Fakta ini – boleh jadi – disebabkan karena Indonesia sedang bergesekan dengan Malaysia
soal daerah Serawak dan Sabah, hingga muncul slogan yang disampaikan Pak Karno,
“Ganyang Malaysia !”. Pertemuan itu dijadikan dalil kalau Hamka bekerjasama dengan
Malaysia, meski tidak pernah terbukti.

Seperti yang diakui Hamka – dalam pembukaan Tafsir Al-Azhar – ia awalnya begitu terpukul
dengan peristiwa itu. Dipenjara di tahanan Rumah di Megamendung, namun disinilah
muncul hikmahnya.

Hamka perlahan menentramkan diri dengan terus membaca Quran dan menafsirkannya
setiap hari. Karena tidak ada kegiatan apa-apa selama di penjara, ia habiskan dengan
menulis dan membaca tafsir – yang menurutnya tak sempat ia lakukan saat di penjara.

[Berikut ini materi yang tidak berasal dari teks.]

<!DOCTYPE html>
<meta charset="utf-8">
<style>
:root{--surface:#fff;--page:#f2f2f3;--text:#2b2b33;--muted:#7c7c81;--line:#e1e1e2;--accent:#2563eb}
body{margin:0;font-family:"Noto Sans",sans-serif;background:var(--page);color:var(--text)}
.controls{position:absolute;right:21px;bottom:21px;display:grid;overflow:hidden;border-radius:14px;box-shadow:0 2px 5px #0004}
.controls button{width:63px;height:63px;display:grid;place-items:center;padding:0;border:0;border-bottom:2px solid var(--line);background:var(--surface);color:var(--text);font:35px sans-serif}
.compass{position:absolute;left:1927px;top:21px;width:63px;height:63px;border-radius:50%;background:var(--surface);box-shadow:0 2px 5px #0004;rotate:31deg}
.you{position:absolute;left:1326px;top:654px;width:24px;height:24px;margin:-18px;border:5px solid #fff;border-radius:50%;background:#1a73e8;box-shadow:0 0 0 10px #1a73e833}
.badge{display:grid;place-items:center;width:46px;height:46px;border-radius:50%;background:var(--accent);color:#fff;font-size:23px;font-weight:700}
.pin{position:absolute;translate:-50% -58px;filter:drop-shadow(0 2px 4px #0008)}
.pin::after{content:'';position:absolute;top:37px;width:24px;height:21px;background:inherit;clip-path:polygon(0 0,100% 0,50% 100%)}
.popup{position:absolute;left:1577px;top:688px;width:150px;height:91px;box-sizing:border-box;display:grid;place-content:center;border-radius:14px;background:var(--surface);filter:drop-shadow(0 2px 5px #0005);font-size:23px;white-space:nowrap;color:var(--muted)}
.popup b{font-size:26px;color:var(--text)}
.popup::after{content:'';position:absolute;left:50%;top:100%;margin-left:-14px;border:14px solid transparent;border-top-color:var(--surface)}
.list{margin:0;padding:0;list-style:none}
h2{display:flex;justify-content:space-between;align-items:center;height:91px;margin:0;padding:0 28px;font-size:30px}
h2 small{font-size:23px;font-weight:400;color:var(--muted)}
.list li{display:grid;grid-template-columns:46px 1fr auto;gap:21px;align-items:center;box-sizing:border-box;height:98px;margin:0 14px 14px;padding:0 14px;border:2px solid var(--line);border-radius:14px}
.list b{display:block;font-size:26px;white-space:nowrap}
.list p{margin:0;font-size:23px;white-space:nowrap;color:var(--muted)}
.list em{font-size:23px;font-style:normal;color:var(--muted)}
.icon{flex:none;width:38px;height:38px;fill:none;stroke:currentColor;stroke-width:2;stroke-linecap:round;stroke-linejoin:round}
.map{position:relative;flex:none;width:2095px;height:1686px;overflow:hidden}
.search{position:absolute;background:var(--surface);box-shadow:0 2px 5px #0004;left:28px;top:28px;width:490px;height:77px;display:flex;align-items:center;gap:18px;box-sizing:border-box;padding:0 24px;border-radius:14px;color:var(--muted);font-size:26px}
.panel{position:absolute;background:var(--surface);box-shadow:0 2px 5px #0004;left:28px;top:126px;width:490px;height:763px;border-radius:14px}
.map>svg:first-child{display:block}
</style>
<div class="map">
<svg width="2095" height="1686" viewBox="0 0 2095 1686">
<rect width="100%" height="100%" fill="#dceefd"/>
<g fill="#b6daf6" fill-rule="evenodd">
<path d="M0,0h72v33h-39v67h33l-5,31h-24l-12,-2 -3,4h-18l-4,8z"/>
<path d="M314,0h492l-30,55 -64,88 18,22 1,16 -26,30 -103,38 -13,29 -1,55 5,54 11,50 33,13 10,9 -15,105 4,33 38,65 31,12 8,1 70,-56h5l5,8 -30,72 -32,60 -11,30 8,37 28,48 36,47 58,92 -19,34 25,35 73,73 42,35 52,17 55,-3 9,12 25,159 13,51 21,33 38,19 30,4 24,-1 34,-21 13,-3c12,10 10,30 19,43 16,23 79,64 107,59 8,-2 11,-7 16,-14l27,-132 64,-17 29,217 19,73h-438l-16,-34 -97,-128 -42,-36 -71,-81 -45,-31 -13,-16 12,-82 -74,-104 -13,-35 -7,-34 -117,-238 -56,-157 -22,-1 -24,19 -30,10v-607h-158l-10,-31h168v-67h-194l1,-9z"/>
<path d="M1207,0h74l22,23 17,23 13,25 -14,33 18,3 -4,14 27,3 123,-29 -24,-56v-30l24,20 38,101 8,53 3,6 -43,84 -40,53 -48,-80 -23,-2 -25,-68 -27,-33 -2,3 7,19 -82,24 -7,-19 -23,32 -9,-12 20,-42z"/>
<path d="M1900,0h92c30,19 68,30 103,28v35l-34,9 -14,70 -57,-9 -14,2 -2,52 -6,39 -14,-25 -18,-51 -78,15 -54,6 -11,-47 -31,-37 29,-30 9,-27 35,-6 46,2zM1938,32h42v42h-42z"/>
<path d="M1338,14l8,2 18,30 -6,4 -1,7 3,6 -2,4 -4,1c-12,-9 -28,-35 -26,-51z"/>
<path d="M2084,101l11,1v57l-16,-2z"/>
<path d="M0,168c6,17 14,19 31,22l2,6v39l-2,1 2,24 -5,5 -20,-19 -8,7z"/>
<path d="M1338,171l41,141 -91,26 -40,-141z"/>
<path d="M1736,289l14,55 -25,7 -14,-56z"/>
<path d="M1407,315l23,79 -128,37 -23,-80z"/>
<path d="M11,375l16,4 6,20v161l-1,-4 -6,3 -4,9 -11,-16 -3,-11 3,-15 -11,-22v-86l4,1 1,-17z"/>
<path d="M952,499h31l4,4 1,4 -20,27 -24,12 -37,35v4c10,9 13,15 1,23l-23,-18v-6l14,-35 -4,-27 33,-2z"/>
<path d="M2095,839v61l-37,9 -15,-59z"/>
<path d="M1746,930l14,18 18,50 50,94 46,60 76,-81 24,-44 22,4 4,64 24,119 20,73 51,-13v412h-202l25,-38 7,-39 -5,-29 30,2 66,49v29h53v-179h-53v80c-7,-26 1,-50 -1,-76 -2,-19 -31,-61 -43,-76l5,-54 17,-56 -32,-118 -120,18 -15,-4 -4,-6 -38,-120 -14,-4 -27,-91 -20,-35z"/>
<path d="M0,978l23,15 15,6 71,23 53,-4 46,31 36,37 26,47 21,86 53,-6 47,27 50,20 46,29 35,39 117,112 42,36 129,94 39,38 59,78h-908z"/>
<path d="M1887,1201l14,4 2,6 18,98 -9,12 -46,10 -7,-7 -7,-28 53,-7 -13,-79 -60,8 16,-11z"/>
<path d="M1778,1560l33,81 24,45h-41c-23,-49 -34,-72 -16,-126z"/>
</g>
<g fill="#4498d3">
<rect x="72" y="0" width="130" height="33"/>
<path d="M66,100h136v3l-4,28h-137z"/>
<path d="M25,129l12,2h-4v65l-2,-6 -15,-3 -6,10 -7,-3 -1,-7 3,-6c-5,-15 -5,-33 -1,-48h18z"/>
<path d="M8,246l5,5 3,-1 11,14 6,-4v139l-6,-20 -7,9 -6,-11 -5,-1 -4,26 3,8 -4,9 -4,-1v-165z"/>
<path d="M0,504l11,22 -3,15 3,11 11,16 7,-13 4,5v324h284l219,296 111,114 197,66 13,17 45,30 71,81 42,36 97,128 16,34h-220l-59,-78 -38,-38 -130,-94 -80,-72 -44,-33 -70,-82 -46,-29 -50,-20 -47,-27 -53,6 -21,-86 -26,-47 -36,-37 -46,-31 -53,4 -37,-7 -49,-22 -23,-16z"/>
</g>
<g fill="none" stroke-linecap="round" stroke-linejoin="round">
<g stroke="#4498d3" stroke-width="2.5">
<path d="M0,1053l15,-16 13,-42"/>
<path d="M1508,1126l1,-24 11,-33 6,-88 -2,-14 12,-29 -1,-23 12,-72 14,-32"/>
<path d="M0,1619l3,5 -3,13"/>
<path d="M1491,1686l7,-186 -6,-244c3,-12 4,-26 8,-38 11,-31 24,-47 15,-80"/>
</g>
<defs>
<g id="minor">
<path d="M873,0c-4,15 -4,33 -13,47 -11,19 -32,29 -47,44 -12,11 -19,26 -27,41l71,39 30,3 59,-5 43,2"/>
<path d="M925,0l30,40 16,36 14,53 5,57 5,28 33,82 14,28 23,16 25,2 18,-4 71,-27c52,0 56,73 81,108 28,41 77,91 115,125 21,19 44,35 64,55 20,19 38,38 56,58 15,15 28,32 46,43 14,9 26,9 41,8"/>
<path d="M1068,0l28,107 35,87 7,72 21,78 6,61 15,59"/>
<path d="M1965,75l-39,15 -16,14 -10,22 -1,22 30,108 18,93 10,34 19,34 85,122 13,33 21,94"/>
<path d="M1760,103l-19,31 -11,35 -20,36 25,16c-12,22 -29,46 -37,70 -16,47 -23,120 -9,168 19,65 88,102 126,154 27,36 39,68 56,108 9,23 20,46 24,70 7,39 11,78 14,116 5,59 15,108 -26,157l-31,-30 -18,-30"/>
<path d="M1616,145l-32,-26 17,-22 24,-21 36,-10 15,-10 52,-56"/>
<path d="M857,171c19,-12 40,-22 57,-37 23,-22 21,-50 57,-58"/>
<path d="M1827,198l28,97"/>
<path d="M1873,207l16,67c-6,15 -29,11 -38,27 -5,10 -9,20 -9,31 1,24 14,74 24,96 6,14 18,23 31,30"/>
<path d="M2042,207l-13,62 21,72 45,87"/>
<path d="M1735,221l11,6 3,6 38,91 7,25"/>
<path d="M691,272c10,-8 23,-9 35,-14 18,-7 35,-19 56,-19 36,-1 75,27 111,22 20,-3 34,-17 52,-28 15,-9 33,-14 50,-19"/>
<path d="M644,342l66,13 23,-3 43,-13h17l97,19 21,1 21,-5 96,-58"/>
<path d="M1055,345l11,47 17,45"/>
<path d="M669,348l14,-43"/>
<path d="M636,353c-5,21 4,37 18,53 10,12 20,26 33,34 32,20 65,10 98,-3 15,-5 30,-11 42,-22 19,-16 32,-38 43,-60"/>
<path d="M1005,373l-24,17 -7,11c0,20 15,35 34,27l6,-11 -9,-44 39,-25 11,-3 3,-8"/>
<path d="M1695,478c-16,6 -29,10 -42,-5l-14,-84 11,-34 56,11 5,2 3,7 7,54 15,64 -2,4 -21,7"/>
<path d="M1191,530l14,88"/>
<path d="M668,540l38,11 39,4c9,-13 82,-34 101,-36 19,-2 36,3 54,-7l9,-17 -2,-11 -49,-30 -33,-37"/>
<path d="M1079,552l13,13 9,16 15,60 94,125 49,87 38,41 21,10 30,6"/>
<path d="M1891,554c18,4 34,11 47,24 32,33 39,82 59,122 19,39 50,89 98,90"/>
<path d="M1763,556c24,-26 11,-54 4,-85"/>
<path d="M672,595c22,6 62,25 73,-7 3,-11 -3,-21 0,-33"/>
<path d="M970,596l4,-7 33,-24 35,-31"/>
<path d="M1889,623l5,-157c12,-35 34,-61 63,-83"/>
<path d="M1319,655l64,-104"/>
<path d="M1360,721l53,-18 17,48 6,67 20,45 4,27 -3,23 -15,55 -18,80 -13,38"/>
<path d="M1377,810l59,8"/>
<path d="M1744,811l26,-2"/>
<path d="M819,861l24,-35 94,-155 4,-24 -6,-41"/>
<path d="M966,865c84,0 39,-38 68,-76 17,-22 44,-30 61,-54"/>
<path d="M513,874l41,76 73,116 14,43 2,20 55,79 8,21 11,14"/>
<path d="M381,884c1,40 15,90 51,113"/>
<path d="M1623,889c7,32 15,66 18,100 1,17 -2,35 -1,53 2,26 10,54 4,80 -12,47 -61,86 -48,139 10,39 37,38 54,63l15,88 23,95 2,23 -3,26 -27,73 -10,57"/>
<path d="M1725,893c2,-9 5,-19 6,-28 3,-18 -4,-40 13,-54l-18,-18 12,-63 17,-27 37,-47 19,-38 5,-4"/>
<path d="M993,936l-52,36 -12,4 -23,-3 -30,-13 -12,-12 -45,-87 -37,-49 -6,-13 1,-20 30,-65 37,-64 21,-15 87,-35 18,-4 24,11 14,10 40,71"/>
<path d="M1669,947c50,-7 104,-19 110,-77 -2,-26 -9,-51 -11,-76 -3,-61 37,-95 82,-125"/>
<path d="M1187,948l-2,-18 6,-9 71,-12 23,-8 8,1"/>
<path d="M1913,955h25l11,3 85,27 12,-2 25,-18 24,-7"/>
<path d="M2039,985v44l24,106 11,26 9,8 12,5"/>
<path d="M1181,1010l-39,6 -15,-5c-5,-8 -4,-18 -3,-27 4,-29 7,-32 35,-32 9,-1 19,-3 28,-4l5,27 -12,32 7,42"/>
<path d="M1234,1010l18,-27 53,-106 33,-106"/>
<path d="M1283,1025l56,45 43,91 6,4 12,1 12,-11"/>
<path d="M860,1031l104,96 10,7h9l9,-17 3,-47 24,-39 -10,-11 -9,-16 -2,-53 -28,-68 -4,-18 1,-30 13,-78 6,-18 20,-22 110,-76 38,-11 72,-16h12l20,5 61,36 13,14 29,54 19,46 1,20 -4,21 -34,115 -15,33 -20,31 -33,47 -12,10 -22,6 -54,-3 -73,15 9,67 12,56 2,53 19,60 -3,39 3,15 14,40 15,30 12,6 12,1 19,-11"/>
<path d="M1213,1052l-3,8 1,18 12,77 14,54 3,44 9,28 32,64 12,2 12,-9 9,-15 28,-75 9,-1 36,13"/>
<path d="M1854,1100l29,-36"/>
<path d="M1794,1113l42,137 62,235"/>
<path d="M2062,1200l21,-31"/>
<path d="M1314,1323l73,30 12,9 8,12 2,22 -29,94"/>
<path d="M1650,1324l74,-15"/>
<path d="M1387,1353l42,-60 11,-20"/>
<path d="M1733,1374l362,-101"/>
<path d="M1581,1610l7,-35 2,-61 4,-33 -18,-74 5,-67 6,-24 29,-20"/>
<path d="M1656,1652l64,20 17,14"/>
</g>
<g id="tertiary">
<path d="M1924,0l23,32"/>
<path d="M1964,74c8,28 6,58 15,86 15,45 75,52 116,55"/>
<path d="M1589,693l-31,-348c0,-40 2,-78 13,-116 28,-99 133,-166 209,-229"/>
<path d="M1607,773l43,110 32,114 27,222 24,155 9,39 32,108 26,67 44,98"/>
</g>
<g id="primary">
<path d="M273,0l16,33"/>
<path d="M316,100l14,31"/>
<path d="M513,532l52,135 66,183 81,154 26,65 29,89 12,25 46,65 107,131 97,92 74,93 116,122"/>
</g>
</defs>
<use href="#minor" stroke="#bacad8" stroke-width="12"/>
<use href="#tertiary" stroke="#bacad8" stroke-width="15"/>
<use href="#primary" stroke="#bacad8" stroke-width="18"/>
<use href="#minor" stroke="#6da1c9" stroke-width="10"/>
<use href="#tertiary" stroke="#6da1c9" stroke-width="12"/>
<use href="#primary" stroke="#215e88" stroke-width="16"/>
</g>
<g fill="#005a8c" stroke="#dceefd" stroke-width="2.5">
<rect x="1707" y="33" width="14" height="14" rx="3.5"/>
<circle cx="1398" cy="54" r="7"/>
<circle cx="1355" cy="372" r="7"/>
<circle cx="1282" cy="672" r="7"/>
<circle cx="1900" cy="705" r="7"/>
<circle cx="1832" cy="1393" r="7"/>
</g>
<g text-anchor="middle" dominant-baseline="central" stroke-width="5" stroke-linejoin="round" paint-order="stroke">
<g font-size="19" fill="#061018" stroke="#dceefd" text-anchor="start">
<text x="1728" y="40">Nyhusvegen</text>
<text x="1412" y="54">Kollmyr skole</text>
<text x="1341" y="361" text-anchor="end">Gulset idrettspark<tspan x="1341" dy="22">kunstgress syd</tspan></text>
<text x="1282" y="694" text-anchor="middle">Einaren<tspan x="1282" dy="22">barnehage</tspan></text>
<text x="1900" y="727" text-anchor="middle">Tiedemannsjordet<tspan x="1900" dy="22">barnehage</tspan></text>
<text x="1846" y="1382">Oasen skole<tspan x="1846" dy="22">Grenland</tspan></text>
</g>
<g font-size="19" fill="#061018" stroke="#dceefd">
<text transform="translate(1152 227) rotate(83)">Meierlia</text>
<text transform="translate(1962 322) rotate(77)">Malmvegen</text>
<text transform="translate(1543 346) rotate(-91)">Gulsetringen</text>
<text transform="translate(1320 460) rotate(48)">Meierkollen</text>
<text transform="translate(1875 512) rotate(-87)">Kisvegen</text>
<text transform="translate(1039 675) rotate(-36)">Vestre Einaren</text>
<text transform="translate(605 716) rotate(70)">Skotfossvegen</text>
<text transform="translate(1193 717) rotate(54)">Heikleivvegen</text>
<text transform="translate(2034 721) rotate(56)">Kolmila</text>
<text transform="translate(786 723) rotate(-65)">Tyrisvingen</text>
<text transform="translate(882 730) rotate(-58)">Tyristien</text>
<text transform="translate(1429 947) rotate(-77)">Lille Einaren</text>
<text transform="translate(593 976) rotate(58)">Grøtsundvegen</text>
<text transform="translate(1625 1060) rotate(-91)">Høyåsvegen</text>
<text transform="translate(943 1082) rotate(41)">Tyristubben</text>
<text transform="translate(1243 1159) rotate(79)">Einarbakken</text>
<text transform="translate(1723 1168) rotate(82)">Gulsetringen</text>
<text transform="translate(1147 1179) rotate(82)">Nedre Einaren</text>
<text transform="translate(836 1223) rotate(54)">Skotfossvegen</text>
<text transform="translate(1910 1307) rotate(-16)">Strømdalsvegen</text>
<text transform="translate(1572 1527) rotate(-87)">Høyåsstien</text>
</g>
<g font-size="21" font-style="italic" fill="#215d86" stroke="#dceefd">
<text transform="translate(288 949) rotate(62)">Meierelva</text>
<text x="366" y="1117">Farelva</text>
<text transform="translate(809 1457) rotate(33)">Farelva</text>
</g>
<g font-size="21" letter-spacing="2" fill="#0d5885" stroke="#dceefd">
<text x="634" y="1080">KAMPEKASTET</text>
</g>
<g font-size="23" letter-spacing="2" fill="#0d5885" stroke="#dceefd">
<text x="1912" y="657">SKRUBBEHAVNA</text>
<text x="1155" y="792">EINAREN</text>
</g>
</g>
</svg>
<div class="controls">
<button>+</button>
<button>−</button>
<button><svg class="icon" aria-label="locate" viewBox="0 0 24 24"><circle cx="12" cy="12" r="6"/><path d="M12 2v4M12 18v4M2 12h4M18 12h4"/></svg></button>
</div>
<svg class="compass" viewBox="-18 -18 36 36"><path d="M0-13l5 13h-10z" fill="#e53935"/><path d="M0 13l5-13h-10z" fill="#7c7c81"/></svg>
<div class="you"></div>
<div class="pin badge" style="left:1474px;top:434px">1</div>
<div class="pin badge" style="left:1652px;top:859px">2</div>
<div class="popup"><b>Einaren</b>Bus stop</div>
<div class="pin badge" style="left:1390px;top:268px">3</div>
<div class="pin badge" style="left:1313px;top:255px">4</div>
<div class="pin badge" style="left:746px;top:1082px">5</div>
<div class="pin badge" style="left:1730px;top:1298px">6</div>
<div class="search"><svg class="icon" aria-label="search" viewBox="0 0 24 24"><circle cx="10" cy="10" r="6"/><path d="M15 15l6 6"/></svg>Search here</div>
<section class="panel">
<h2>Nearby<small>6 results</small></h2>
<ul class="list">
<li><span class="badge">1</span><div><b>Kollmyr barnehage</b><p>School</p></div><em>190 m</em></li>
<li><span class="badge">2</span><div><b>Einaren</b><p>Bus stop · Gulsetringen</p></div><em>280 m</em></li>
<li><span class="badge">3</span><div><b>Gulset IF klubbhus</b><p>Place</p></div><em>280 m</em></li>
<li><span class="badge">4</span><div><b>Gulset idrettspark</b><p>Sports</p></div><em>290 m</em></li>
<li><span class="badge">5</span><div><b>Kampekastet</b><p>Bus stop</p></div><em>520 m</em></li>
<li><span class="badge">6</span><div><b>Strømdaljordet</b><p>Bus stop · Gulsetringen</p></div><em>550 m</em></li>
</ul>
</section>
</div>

Setelah masa bebas, ia melanjutkan penulisan dan editing buku tafsirnya ini. Pada
penerbitan pertama, beliau hanya merilis Juz 1-4 yang diterbitkan oleh Pembimbing Masa
pimpinan H. Mahmud. Penerbitan kedua adalah juz 15-30 yang dioper penerbitan kepada
Pustaka Islam, Surabaya. Dan sisanya, juz 5-14 dicetak oleh Yayasan Nurul Islam, Jakarta.